矢野経済研究所は2017年4月10日、国内のM2M市場に関する調査結果を発表した。同調査は、国内外のIT事業者、SIer、通信事業者(キャリア)、MVNO、プラットフォームベンダー、ユーザー企業などを対象とし、2016年12月〜2017年3月に実施された。
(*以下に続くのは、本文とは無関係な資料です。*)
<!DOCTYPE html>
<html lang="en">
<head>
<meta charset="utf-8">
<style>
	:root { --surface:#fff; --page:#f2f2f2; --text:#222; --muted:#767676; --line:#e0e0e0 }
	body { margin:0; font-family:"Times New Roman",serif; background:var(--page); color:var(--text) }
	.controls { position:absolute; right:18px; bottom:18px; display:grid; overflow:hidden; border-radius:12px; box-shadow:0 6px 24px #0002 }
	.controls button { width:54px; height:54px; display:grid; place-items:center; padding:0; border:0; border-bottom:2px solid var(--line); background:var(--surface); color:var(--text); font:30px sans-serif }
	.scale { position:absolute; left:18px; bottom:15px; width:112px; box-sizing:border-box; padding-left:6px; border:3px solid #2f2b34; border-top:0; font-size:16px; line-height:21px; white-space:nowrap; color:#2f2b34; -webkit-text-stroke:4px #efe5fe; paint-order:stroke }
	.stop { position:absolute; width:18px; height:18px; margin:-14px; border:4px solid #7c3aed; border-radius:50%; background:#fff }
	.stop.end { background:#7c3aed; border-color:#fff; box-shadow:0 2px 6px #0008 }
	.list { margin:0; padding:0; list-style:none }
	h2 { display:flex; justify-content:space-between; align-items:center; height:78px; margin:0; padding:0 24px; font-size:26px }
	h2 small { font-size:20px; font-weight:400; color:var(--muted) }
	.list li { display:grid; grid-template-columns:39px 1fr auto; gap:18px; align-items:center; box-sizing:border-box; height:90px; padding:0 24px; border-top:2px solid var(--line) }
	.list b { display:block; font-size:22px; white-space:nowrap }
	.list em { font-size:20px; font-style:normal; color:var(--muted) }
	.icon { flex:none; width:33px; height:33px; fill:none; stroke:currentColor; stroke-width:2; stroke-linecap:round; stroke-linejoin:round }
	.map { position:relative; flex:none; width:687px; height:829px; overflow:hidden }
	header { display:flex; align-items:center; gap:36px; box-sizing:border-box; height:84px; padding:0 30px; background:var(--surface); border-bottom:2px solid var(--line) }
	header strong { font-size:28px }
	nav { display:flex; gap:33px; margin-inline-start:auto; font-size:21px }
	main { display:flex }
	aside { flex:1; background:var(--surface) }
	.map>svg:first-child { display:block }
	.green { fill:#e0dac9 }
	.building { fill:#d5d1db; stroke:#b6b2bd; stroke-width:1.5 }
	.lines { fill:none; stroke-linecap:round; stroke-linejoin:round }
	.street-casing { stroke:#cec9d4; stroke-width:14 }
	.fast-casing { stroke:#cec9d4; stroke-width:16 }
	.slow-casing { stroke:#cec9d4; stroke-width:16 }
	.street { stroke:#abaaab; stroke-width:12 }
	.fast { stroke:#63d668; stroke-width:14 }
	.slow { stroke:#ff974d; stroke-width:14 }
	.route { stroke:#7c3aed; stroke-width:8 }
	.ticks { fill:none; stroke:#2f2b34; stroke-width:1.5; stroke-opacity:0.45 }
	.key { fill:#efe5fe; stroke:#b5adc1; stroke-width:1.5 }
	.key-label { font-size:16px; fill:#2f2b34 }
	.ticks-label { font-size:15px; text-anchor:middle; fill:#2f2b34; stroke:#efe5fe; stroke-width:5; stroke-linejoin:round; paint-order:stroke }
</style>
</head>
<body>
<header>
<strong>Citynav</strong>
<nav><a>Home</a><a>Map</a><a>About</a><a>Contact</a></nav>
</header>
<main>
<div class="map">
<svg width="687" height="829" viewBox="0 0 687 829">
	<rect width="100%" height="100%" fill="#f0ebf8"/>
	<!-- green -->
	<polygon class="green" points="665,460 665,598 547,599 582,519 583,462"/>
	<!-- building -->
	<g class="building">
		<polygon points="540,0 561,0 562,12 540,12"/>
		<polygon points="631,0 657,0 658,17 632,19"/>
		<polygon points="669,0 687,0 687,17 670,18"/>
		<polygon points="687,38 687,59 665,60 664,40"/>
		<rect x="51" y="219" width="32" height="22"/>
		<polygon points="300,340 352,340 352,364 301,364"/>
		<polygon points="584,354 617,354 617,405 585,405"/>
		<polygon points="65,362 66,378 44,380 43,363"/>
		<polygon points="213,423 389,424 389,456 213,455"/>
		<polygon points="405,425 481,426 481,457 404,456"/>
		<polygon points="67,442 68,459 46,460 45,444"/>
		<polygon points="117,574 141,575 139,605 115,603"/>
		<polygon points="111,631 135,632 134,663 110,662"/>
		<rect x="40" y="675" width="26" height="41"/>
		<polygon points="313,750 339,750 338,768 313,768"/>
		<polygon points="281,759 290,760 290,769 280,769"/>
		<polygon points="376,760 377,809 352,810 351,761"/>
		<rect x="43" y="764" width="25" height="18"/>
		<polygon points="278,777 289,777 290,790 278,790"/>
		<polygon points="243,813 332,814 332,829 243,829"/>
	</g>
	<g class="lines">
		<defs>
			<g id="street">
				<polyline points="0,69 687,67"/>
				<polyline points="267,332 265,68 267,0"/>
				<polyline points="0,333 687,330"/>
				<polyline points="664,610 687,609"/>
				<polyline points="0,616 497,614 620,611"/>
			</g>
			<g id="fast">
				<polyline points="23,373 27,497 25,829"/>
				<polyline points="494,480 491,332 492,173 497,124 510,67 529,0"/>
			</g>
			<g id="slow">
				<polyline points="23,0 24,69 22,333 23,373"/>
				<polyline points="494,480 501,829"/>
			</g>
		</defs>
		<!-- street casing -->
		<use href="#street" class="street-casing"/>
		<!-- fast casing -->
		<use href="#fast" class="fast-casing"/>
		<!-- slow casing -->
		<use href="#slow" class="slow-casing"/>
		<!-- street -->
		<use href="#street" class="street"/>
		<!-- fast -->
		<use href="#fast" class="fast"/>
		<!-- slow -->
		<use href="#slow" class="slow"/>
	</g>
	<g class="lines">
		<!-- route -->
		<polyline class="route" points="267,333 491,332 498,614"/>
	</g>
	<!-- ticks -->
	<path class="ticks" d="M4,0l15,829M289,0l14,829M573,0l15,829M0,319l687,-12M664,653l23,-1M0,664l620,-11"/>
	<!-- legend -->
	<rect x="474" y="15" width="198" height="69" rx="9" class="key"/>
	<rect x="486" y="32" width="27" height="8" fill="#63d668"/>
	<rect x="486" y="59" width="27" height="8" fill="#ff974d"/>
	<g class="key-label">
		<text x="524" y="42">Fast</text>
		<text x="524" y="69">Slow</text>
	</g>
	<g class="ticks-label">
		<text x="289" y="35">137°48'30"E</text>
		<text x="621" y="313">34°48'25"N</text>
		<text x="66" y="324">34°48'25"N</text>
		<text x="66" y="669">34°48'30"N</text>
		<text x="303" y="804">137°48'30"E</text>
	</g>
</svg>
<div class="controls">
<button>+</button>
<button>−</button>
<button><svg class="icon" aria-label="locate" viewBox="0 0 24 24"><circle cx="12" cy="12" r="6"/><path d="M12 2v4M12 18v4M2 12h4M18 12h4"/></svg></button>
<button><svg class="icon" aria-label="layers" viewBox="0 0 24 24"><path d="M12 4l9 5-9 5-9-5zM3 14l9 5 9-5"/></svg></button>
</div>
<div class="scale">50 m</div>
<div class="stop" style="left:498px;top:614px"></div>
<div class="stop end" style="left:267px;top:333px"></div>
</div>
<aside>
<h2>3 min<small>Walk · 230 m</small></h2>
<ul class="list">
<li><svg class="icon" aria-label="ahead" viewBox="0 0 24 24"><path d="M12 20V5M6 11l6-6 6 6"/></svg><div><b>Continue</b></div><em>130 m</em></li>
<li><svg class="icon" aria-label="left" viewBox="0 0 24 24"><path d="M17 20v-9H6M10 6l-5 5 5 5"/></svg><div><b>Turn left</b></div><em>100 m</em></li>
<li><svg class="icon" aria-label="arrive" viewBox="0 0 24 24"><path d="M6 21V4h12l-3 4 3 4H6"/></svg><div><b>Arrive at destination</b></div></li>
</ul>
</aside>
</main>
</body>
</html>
M2M(Machine to Machine:機器間通信)とは、通信規格に準じた通信モジュールを内蔵した機器やデバイス間で情報のやりとりをする仕組み。これまで、自動販売機やエレベーター、重機/建機などの監視や各種環境計測などに用いられてきた。
同調査によると、2015年度の国内M2M市場規模(事業者売上高ベース、以下同)は堅調に推移し、1610億円となった。2016年度も前年度同様、上位事業者の事業拡大やMVNO(Mobile Virtual Network Operator:仮想移動体通信事業者)によるサービス多様化などが功を奏しており、M2Mの利活用が中堅規模のユーザー企業にも浸透し、2016年度の同市場規模を前年度比106.2%の1710億円になると見込んでいる。
2015年度末の国内M2M累計回線数1690万回線を分野別に見ると、エネルギー関連が480万回線(構成比28.4%)と最も多かった。続いて、設備・機器監視(同22.5%)、流通・物流関連(同20.1%)、自動車関連(同17.2%)、その他(同11.8%)という結果だった。
M2M市場は、引き続きエネルギー関連でのスマートメーター/HEMS関連需要が市場をけん引していくと見られる。設備/機器監視でも、工場設備や生産機械での遠隔モニタリング、保全/メンテナンス向けの需要が伸び、流通・物流関連では電子マネーや各種精算機などの決済関連、店舗/倉庫のエネルギー、在庫管理でM2Mの活用が広がる。自動車分野では、カーシェアリングや位置情報関連で需要拡大が続く見込みだ。
こうした動きから、同研究所では、2021年度の国内M2M市場規模を、2000億円になると予測している。